What is expected: Pictures aside, write every record out again word for word.

(Stored data entries)
####
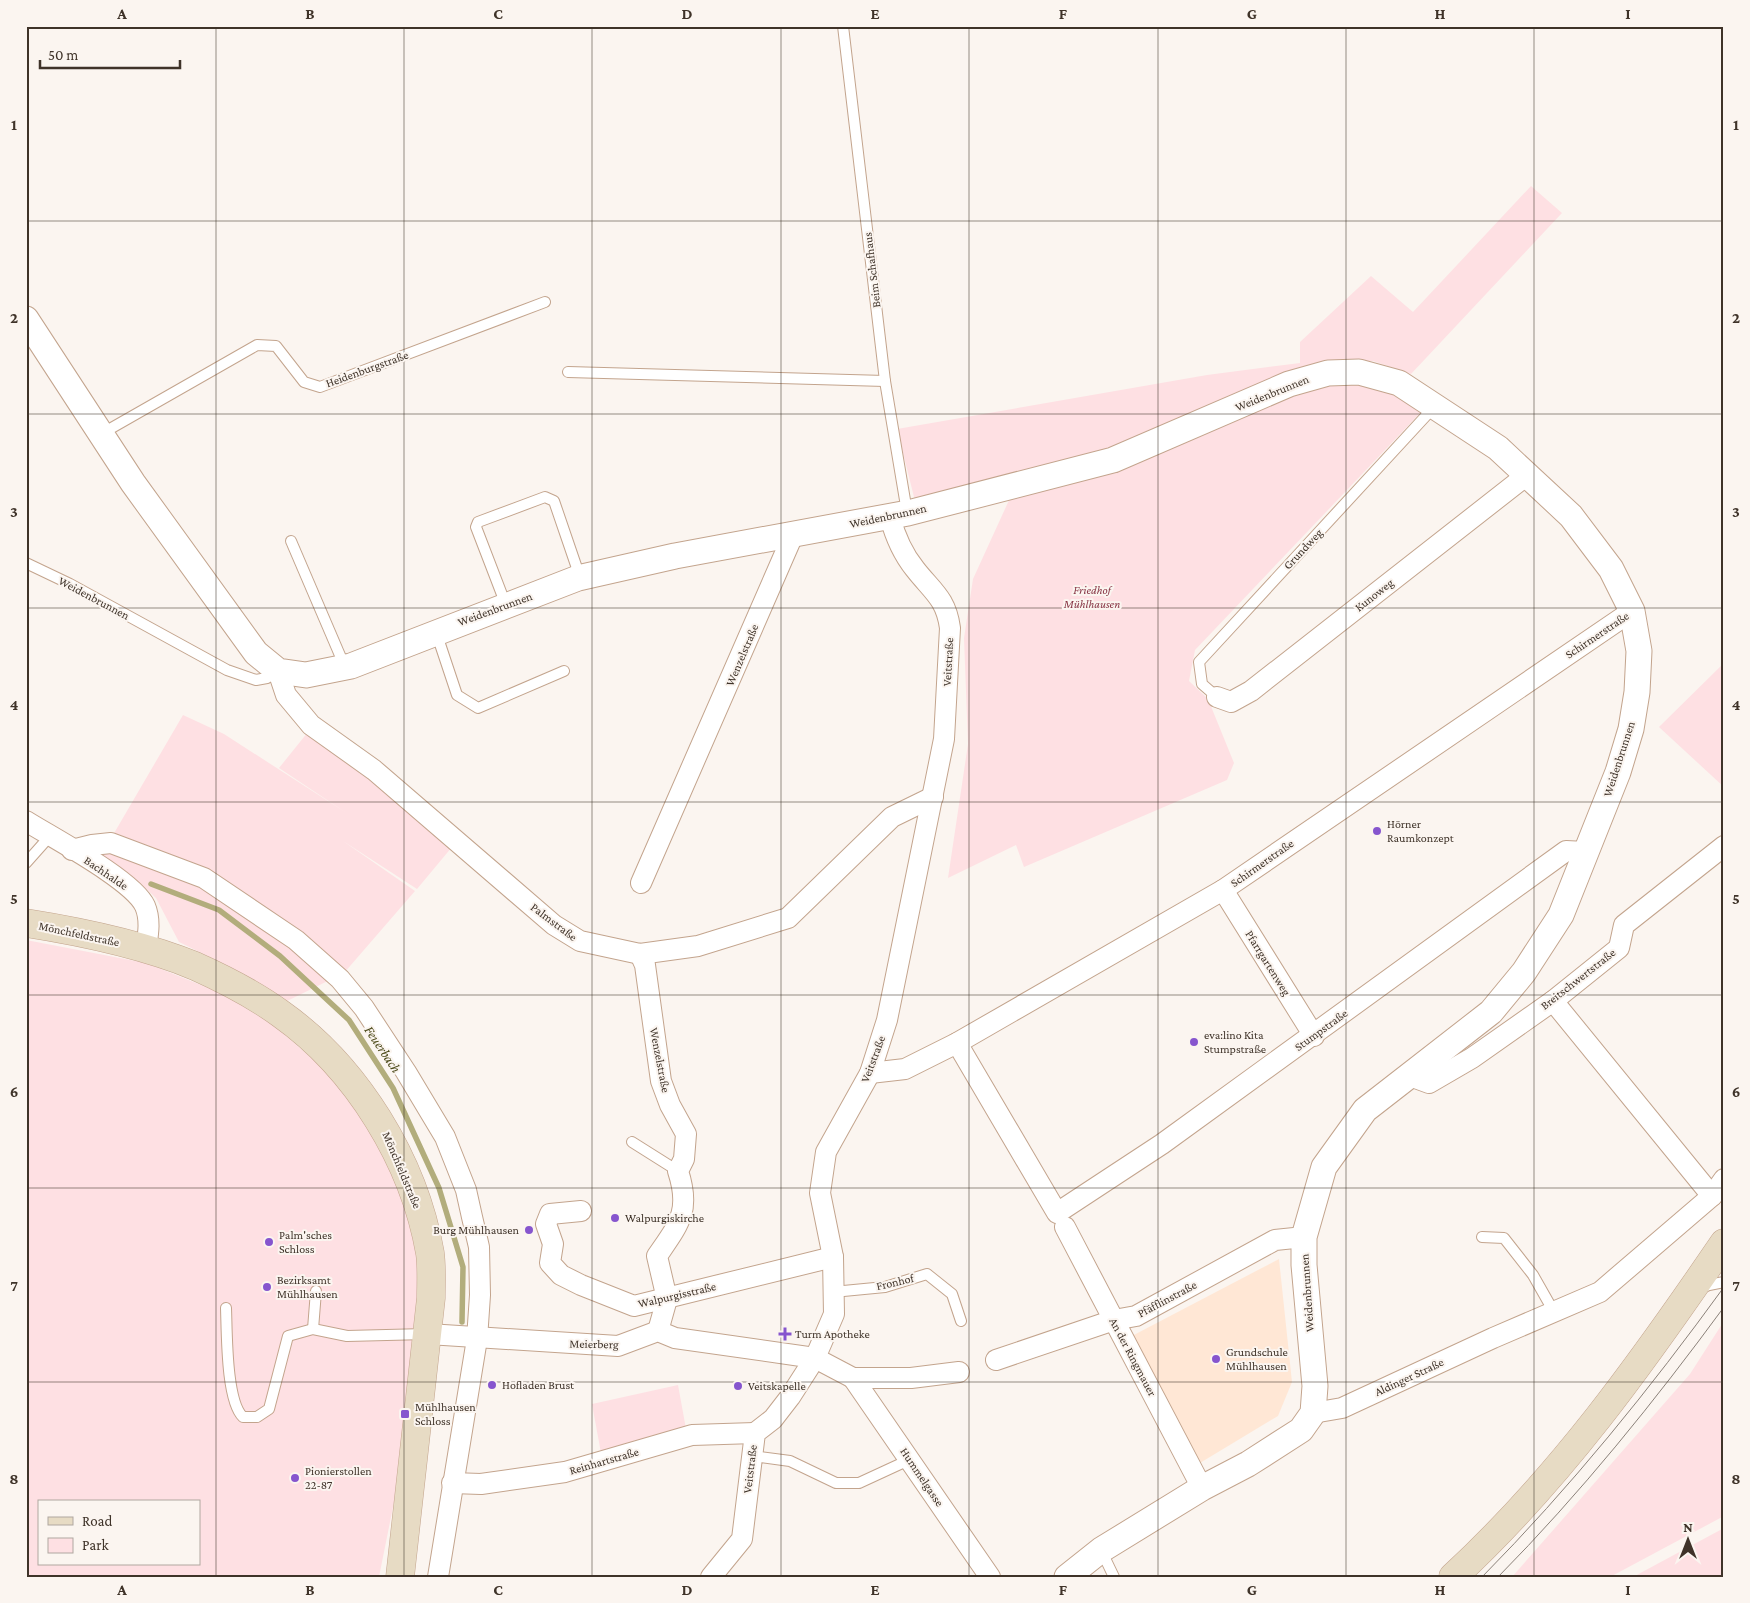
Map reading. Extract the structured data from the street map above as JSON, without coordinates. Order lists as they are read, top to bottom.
{
  "streets": {
    "main road": ["Mönchfeldstraße"],
    "street": [
      "Weidenbrunnen",
      "Kunoweg",
      "Schirmerstraße",
      "Wenzelstraße",
      "Veitstraße",
      "Bachhalde",
      "Palmstraße",
      "Pfarrgartenweg",
      "Breitschwertstraße",
      "Stumpstraße",
      "Walpurgisstraße",
      "Pfäfflinstraße",
      "Meierberg",
      "An der Ringmauer",
      "Aldinger Straße",
      "Reinhartstraße",
      "Hummelgasse"
    ],
    "lane": [
      "Beim Schafhaus",
      "Heidenburgstraße",
      "Grundweg",
      "Fronhof"
    ]
  },
  "crossings": [
    ["Beim Schafhaus", "Weidenbrunnen"],
    ["Beim Schafhaus", "Veitstraße"],
    ["Weidenbrunnen", "Grundweg"],
    ["Weidenbrunnen", "Kunoweg"],
    ["Weidenbrunnen", "Schirmerstraße"],
    ["Weidenbrunnen", "Wenzelstraße"],
    ["Weidenbrunnen", "Veitstraße"],
    ["Weidenbrunnen", "Palmstraße"],
    ["Weidenbrunnen", "Breitschwertstraße"],
    ["Weidenbrunnen", "Stumpstraße"],
    ["Weidenbrunnen", "Pfäfflinstraße"],
    ["Weidenbrunnen", "Aldinger Straße"],
    ["Grundweg", "Kunoweg"],
    ["Schirmerstraße", "Veitstraße"],
    ["Schirmerstraße", "Pfarrgartenweg"],
    ["Schirmerstraße", "An der Ringmauer"],
    ["Wenzelstraße", "Palmstraße"],
    ["Wenzelstraße", "Walpurgisstraße"],
    ["Wenzelstraße", "Meierberg"],
    ["Veitstraße", "Palmstraße"],
    ["Veitstraße", "Fronhof"],
    ["Veitstraße", "Walpurgisstraße"],
    ["Veitstraße", "Reinhartstraße"],
    ["Bachhalde", "Mönchfeldstraße"],
    ["Mönchfeldstraße", "Meierberg"],
    ["Pfarrgartenweg", "Stumpstraße"],
    ["Stumpstraße", "An der Ringmauer"],
    ["Pfäfflinstraße", "An der Ringmauer"]
  ],
  "water": ["Feuerbach"],
  "parks": ["Friedhof Mühlhausen"],
  "places": {
    "other": [
      "Hörner Raumkonzept",
      "eva:lino Kita Stumpstraße",
      "Walpurgiskirche",
      "Burg Mühlhausen",
      "Palm'sches Schloss",
      "Bezirksamt Mühlhausen",
      "Grundschule Mühlhausen",
      "Hofladen Brust",
      "Veitskapelle",
      "Pionierstollen 22-87"
    ],
    "health": ["Turm Apotheke"],
    "transit": ["Mühlhausen Schloss"]
  },
  "legend": ["Road", "Park"],
  "scale_bar": "50 m",
  "north": "top",
  "grid": {
    "columns": [
      "A",
      "B",
      "C",
      "D",
      "E",
      "F",
      "G",
      "H",
      "I"
    ],
    "rows": [
      "1",
      "2",
      "3",
      "4",
      "5",
      "6",
      "7",
      "8"
    ]
  }
}
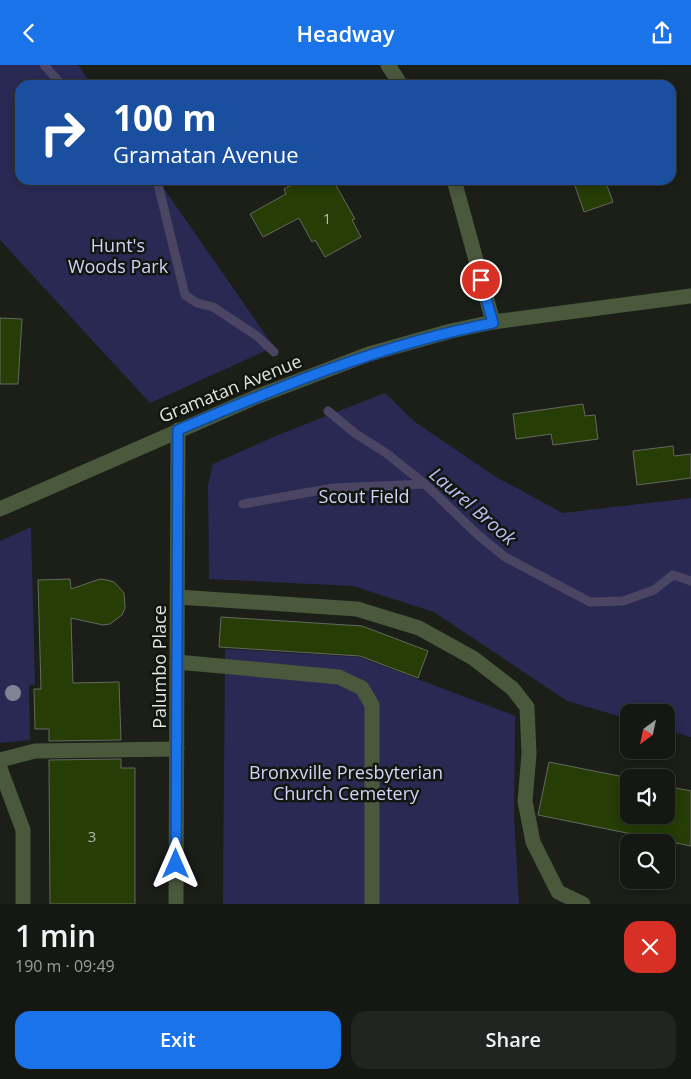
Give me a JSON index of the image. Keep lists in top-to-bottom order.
{
  "streets": {
    "street": ["Gramatan Avenue", "Palumbo Place"]
  },
  "crossings": [
    ["Gramatan Avenue", "Palumbo Place"]
  ],
  "water": ["Laurel Brook"],
  "parks": ["Hunt's Woods Park", "Scout Field", "Bronxville Presbyterian Church Cemetery"],
  "house_numbers": ["1", "3"],
  "north": "bottom left",
  "page": {
    "header": "Headway",
    "turn": ["100 m", "Gramatan Avenue"],
    "heading": ["1 min", "190 m · 09:49"],
    "buttons": ["Exit", "Share"]
  }
}
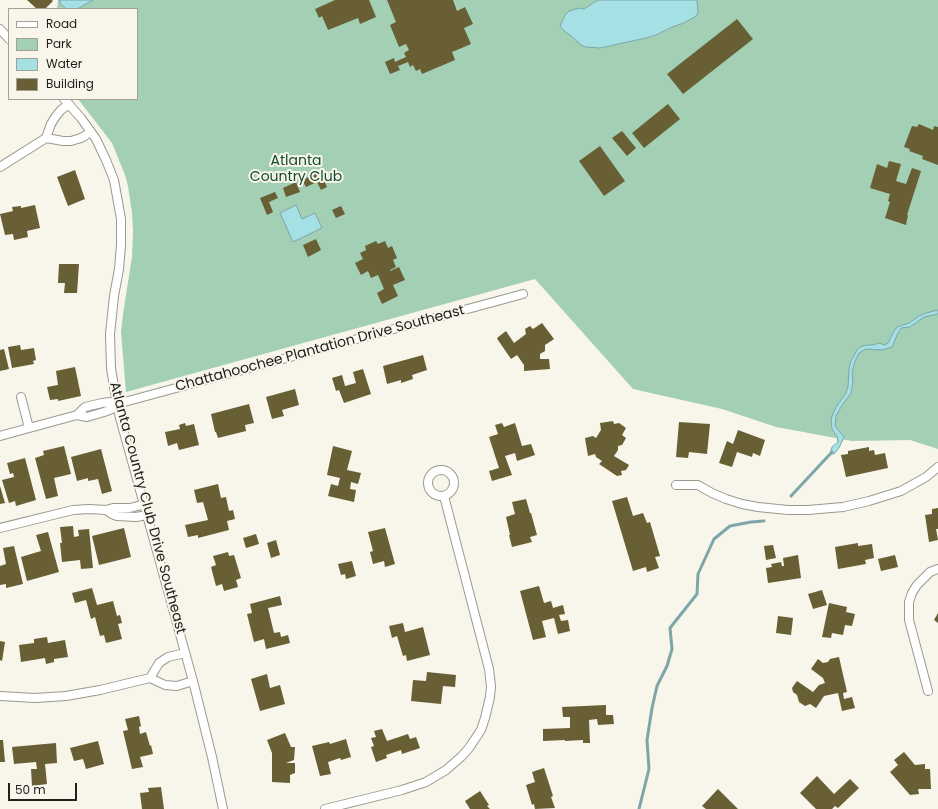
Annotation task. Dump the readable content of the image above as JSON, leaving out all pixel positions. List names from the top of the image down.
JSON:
{
  "streets": {
    "street": ["Chattahoochee Plantation Drive Southeast", "Atlanta Country Club Drive Southeast"]
  },
  "crossings": [
    ["Chattahoochee Plantation Drive Southeast", "Atlanta Country Club Drive Southeast"]
  ],
  "parks": ["Atlanta Country Club"],
  "legend": [
    "Road",
    "Park",
    "Water",
    "Building"
  ],
  "scale_bar": "50 m"
}
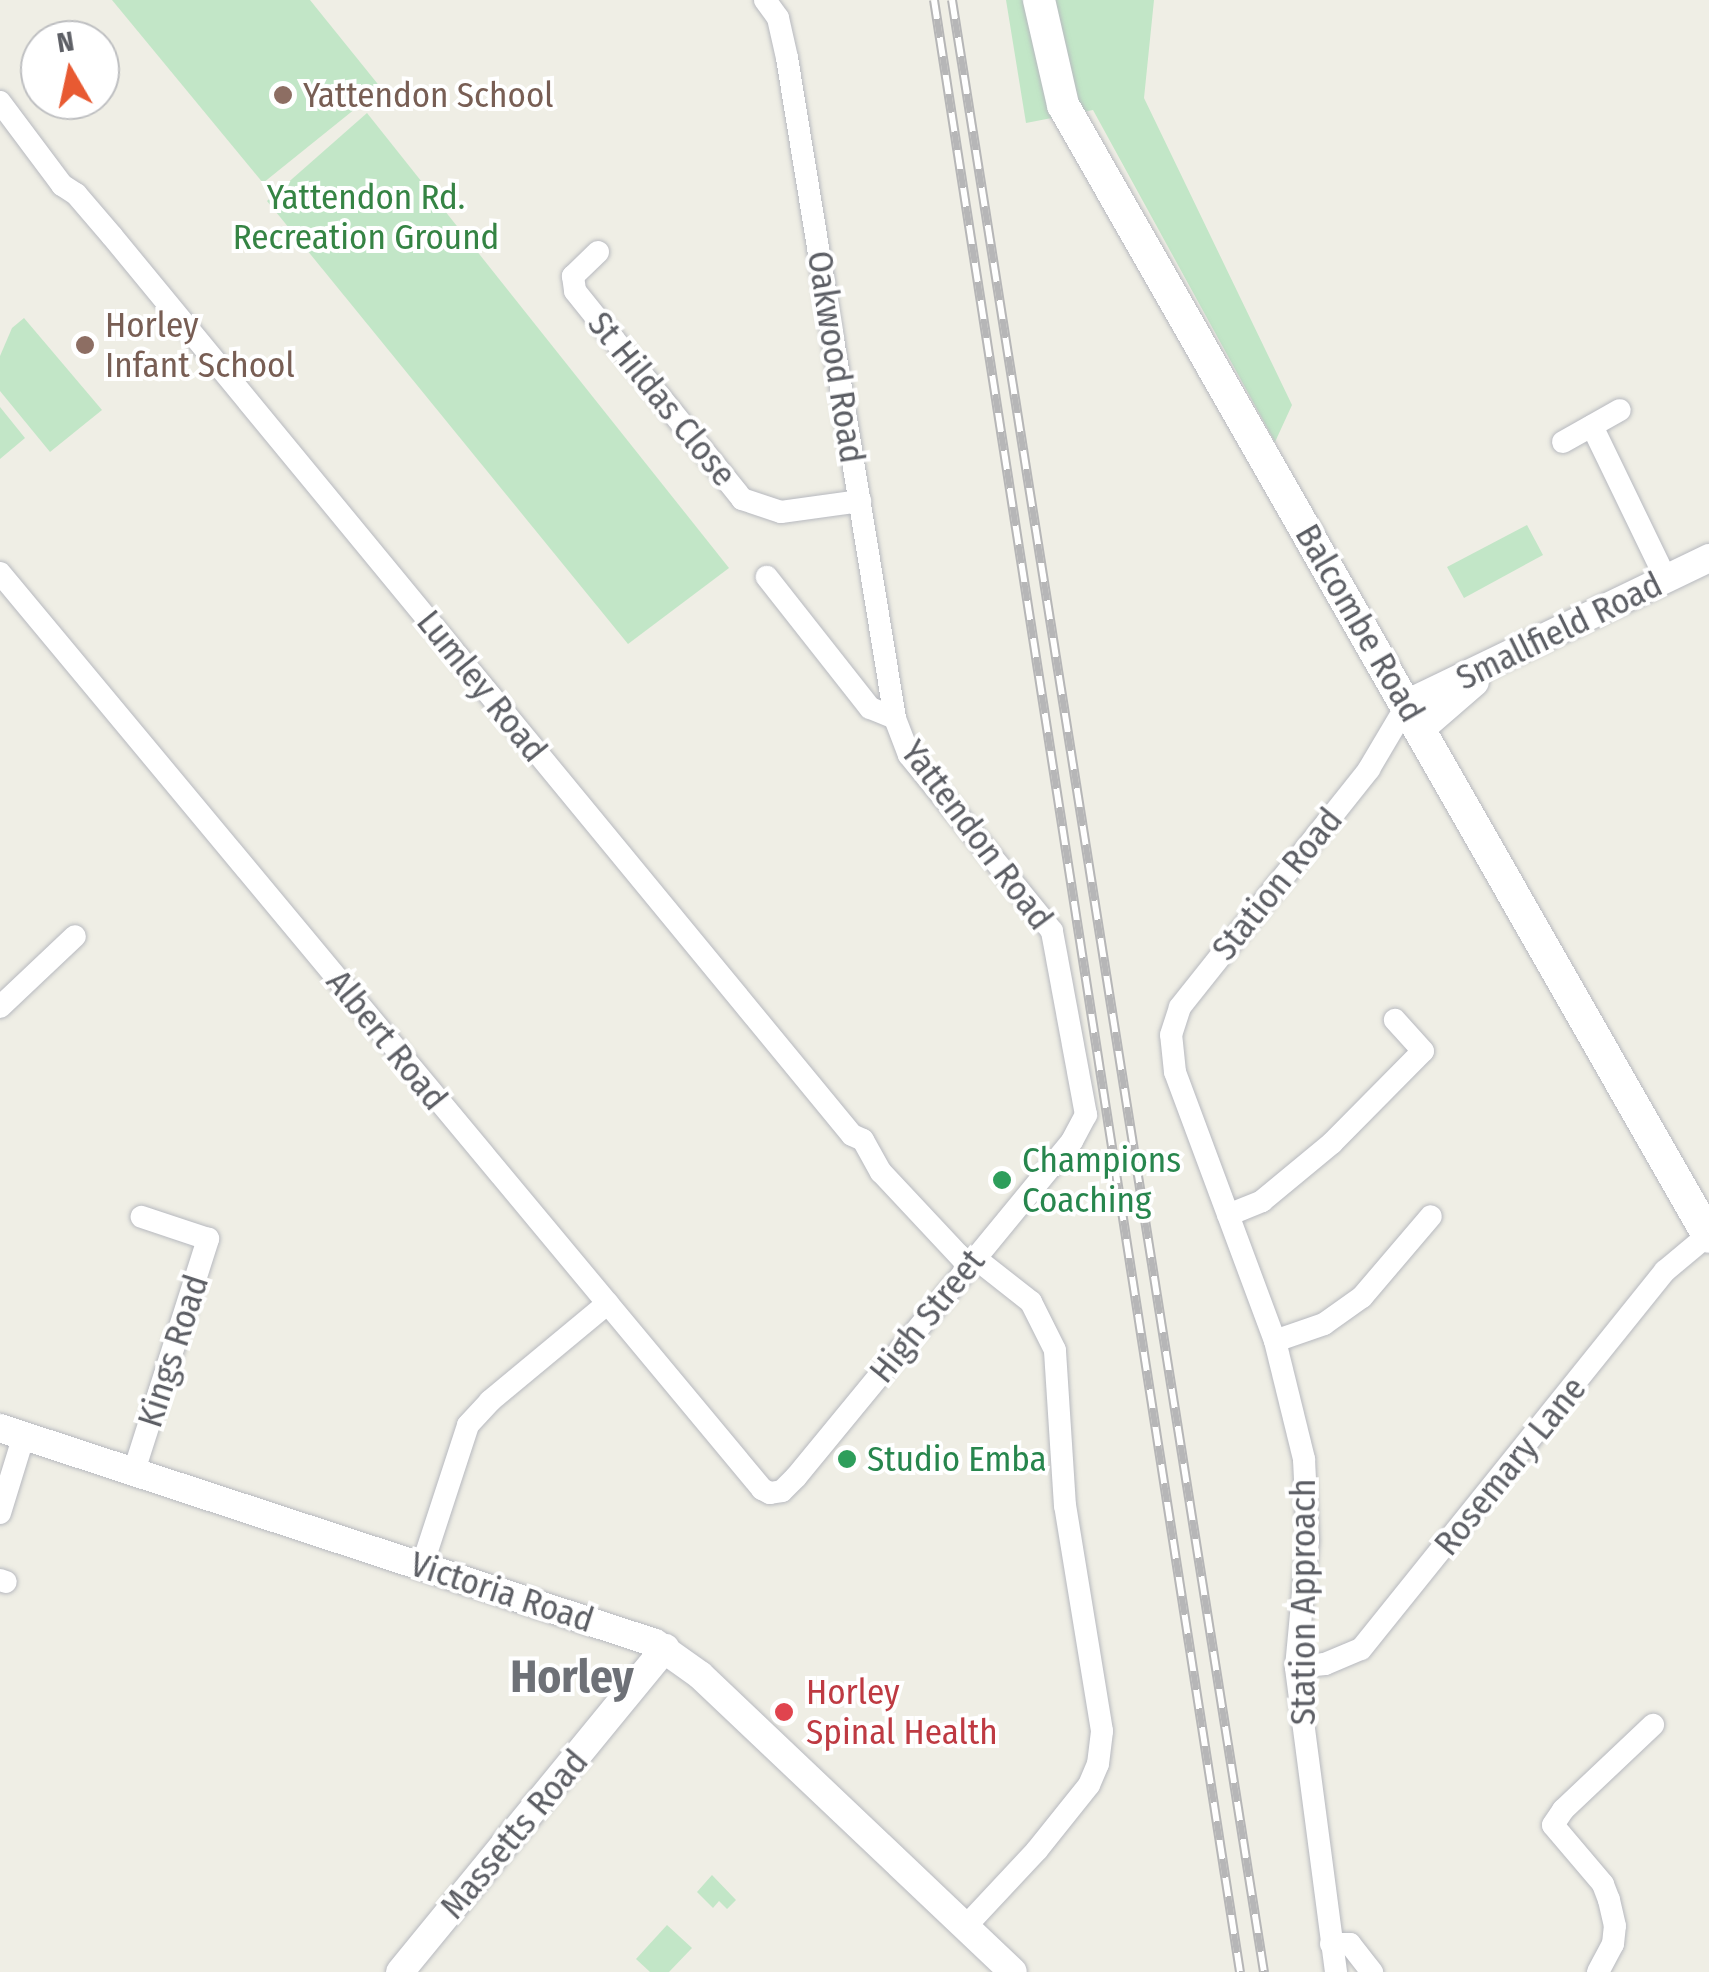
####
Task result:
Map reading. Extract the structured data from the street map above as JSON, without coordinates. Order lists as they are read, top to bottom.
{
  "streets": {
    "main road": ["Mönchfeldstraße"],
    "street": [
      "Weidenbrunnen",
      "Kunoweg",
      "Schirmerstraße",
      "Wenzelstraße",
      "Veitstraße",
      "Bachhalde",
      "Palmstraße",
      "Pfarrgartenweg",
      "Breitschwertstraße",
      "Stumpstraße",
      "Walpurgisstraße",
      "Pfäfflinstraße",
      "Meierberg",
      "An der Ringmauer",
      "Aldinger Straße",
      "Reinhartstraße",
      "Hummelgasse"
    ],
    "lane": [
      "Beim Schafhaus",
      "Heidenburgstraße",
      "Grundweg",
      "Fronhof"
    ]
  },
  "crossings": [
    ["Beim Schafhaus", "Weidenbrunnen"],
    ["Beim Schafhaus", "Veitstraße"],
    ["Weidenbrunnen", "Grundweg"],
    ["Weidenbrunnen", "Kunoweg"],
    ["Weidenbrunnen", "Schirmerstraße"],
    ["Weidenbrunnen", "Wenzelstraße"],
    ["Weidenbrunnen", "Veitstraße"],
    ["Weidenbrunnen", "Palmstraße"],
    ["Weidenbrunnen", "Breitschwertstraße"],
    ["Weidenbrunnen", "Stumpstraße"],
    ["Weidenbrunnen", "Pfäfflinstraße"],
    ["Weidenbrunnen", "Aldinger Straße"],
    ["Grundweg", "Kunoweg"],
    ["Schirmerstraße", "Veitstraße"],
    ["Schirmerstraße", "Pfarrgartenweg"],
    ["Schirmerstraße", "An der Ringmauer"],
    ["Wenzelstraße", "Palmstraße"],
    ["Wenzelstraße", "Walpurgisstraße"],
    ["Wenzelstraße", "Meierberg"],
    ["Veitstraße", "Palmstraße"],
    ["Veitstraße", "Fronhof"],
    ["Veitstraße", "Walpurgisstraße"],
    ["Veitstraße", "Reinhartstraße"],
    ["Bachhalde", "Mönchfeldstraße"],
    ["Mönchfeldstraße", "Meierberg"],
    ["Pfarrgartenweg", "Stumpstraße"],
    ["Stumpstraße", "An der Ringmauer"],
    ["Pfäfflinstraße", "An der Ringmauer"]
  ],
  "water": ["Feuerbach"],
  "parks": ["Friedhof Mühlhausen"],
  "places": {
    "other": [
      "Hörner Raumkonzept",
      "eva:lino Kita Stumpstraße",
      "Walpurgiskirche",
      "Burg Mühlhausen",
      "Palm'sches Schloss",
      "Bezirksamt Mühlhausen",
      "Grundschule Mühlhausen",
      "Hofladen Brust",
      "Veitskapelle",
      "Pionierstollen 22-87"
    ],
    "health": ["Turm Apotheke"],
    "transit": ["Mühlhausen Schloss"]
  },
  "legend": ["Road", "Park"],
  "scale_bar": "50 m",
  "north": "top",
  "grid": {
    "columns": [
      "A",
      "B",
      "C",
      "D",
      "E",
      "F",
      "G",
      "H",
      "I"
    ],
    "rows": [
      "1",
      "2",
      "3",
      "4",
      "5",
      "6",
      "7",
      "8"
    ]
  }
}
Give me a JSON index of the image. Keep lists in top-to-bottom order.
{
  "streets": {
    "street": ["Gramatan Avenue", "Palumbo Place"]
  },
  "crossings": [
    ["Gramatan Avenue", "Palumbo Place"]
  ],
  "water": ["Laurel Brook"],
  "parks": ["Hunt's Woods Park", "Scout Field", "Bronxville Presbyterian Church Cemetery"],
  "house_numbers": ["1", "3"],
  "north": "bottom left",
  "page": {
    "header": "Headway",
    "turn": ["100 m", "Gramatan Avenue"],
    "heading": ["1 min", "190 m · 09:49"],
    "buttons": ["Exit", "Share"]
  }
}
Annotation task. Dump the readable content of the image above as JSON, leaving out all pixel positions. List names from the top of the image down.
JSON:
{
  "streets": {
    "street": ["Chattahoochee Plantation Drive Southeast", "Atlanta Country Club Drive Southeast"]
  },
  "crossings": [
    ["Chattahoochee Plantation Drive Southeast", "Atlanta Country Club Drive Southeast"]
  ],
  "parks": ["Atlanta Country Club"],
  "legend": [
    "Road",
    "Park",
    "Water",
    "Building"
  ],
  "scale_bar": "50 m"
}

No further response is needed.